I arrived at the Sunnyvale Caltrain station and there was no parking in the train parking lot. Instead, I parked in a municipal lot across the street from the train station and risked getting a parking ticket since the parking lot had a three hour limit. I parked, ran to the station and arrived breathless to the platform.
About an hour and a half later, I arrived in Berkeley. The UC Berkeley perimeter bus picked me up in front of the Berkeley BART station and the Kenyan bus driver was discussing the Olympic torch protests in San Francisco with another passenger. We turned the corner of Hearst Avenue and Piedmont and arrived at the Mining Circle stop on the university campus. A fire alarm had sounded and many students were exiting one of the buildings. I joked with the bus driver that probably one of the students was stressed about an exam that day and had pulled the fire alarm to cancel the exam. We both doubted there was actually a fire. I remembered my first Economics exam being canceled because a scared student had turned on the alarm. The professor fumed at the stupidity of the student’s actions and the expensive costs to the university to pay for a false fire alarm.
Little did I know that I would soon face the most difficult exam I had ever taken on the Berkeley campus. I had no fire alarm to pull.
I had been waiting half a year for an appointment in the Binocular Vision Program at the University of California at Berkeley School of Optometry. Due to international travel, I had to cancel my two previous appointments. Given the small clinic staff, getting an appointment is quite difficult.
The doctor and resident asked me about my eye history and I told them about being born with strabismus, crossed eyes. I also told them about my previous surgeries and about my recent discovery that I could not see in three dimensions. The doctor was familiar with the Oliver Sacks’ article Stereo Sue about a woman in her 40s who developed three-dimensional vision after having limited depth perception her whole life due to being born cross-eyed. That article turned my world around and I too wanted to know if I could have depth perception after living my whole life in a flat world. I came to Berkeley for two appointments at the Binocular Vision Program to determine if I did have any chance of seeing depth and using both eyes. Since I had never used both eyes together, it was possible that my brain had never formed the brain cells to process 3-D images and fuse vision.
For an hour and a half, the two women performed many tests on my eyes to see how well my eyes worked together and separately. I had to put on funny plastic glasses that had one red and one green lens and look at a colored eye chart. Half of the letters on the eye chart could be seen through the green lens and the other half through the red lens. The point of the exercise was to see if I could see all the letters at the same time through both lenses. Sometimes I could see all of the letters and sometimes they would just disappear.

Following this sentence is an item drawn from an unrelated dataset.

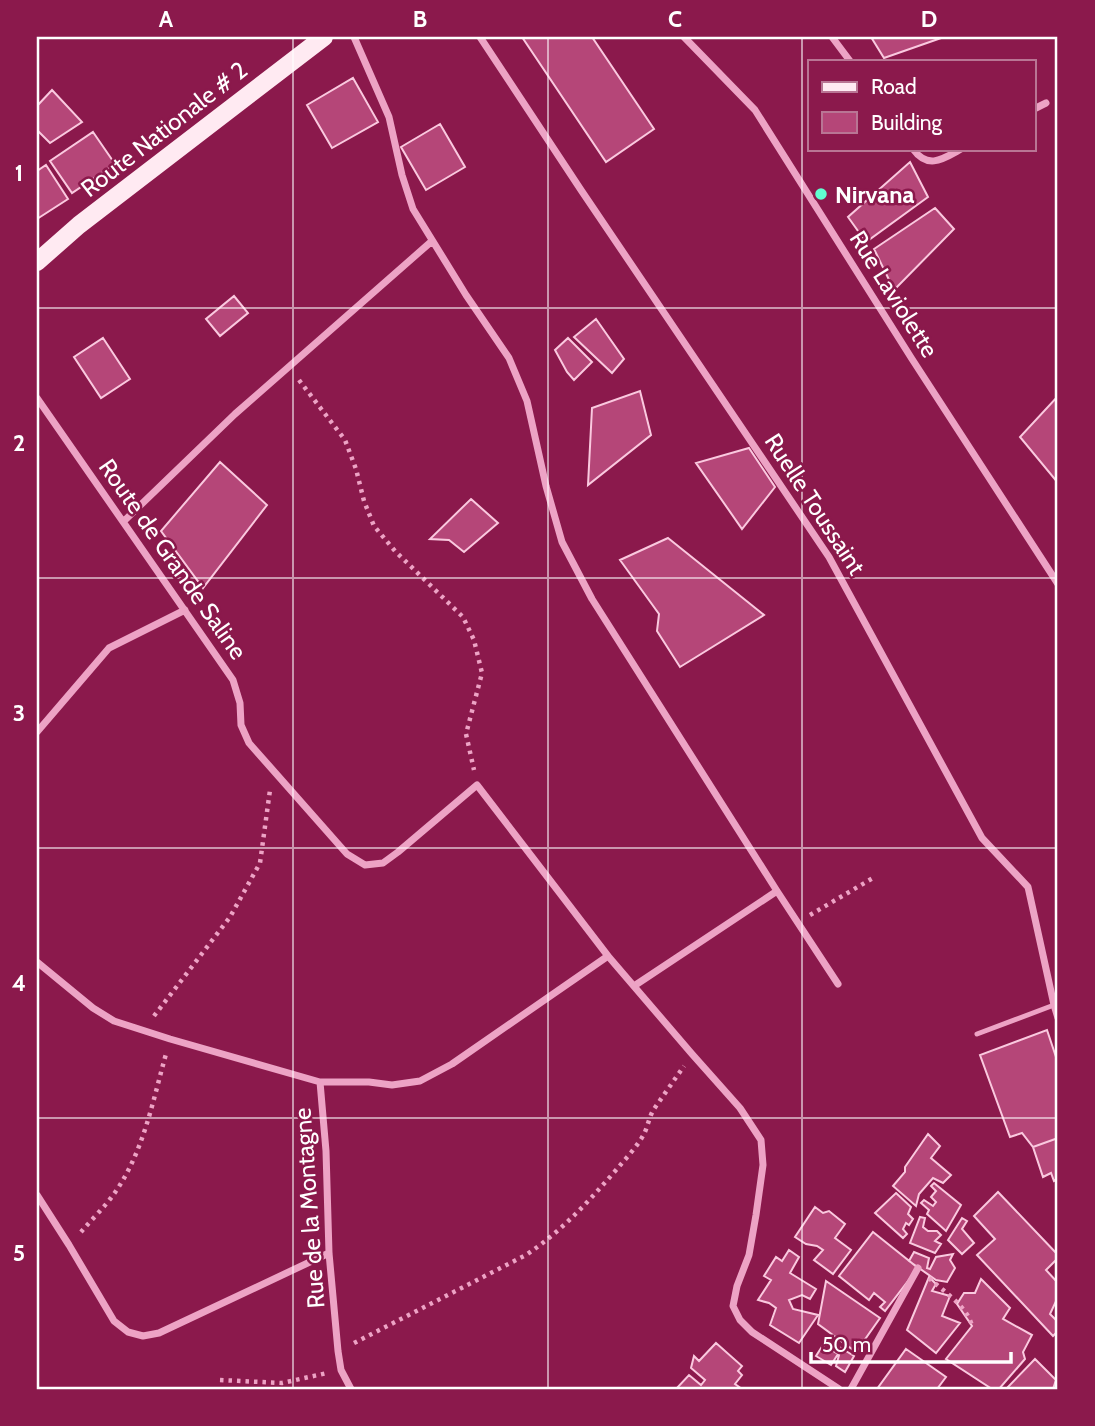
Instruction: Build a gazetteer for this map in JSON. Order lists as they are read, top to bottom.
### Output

Can things just vanish from one’s sight? Yes they can. It’s as though they don’t even exist. Bizarre.
The real test came when I looked through glass lenses in a big optometric machine at a picture of a cat. Actually, there were two pictures. The left picture was one of a cat without a tail and the right one had the cat with a tail. The aim of the exercise was to see how long my eyes could work together and let me see a fully bodied feline. I was beyond frustration. The tail and head came in and out of sight. It was the hardest thing I had ever done at Berkeley. There was no way to study for this test or prepare. Either the cat had a tail or not. No flash cards, memorization, or cramming. I remembered the fire alarm I heard just before going into the Optometry School. No test I had ever taken as a student was as emotionally painful as this one. A fire alarm was going off inside of me. Instead of a fire hydrant, tears hydrated my sorrow. Surprisingly, I could see the next image with both eyes for a long time and the doctor and resident were surprised that at the age of 31, I could maintain the whole picture for so long. They didn’t think that my brain cells had developed enough depth perception capabilities for me to be able to use both eyes.
Teary eyed, I listened to the doctor and resident confirm my appointment for the next week at the same time to do another battery of tests.
I left the clinic and walked along the campus to meet my friend Elie to go to San Francisco together on BART. I tried as hard as I could not to erupt crying. I so wanted to know if I was a good candidate for vision therapy or not, but I had to wait another week.
I arrived at the parking lot in Sunnyvale and found a $47 parking ticket on my dashboard. I tried to do the environmentally responsible thing and take public transportation and doubled my commute time to Berkeley, and all I got was an expensive parking ticket. Damn!
No matter if I looked at it with one eye or not, the parking ticket never disappeared.
P.S. The following week, I found out that I do have the capability of doing vision therapy to improve my depth perception. However, the doctor pointed out that I should not have any expectations. I may not be as lucky as “Stereo Sue” in Dr. Sacks’ article. I am looking into finding a local vision therapist to do the exercises as I don’t want to go to Berkeley once every three or four weeks and risk more parking tickets.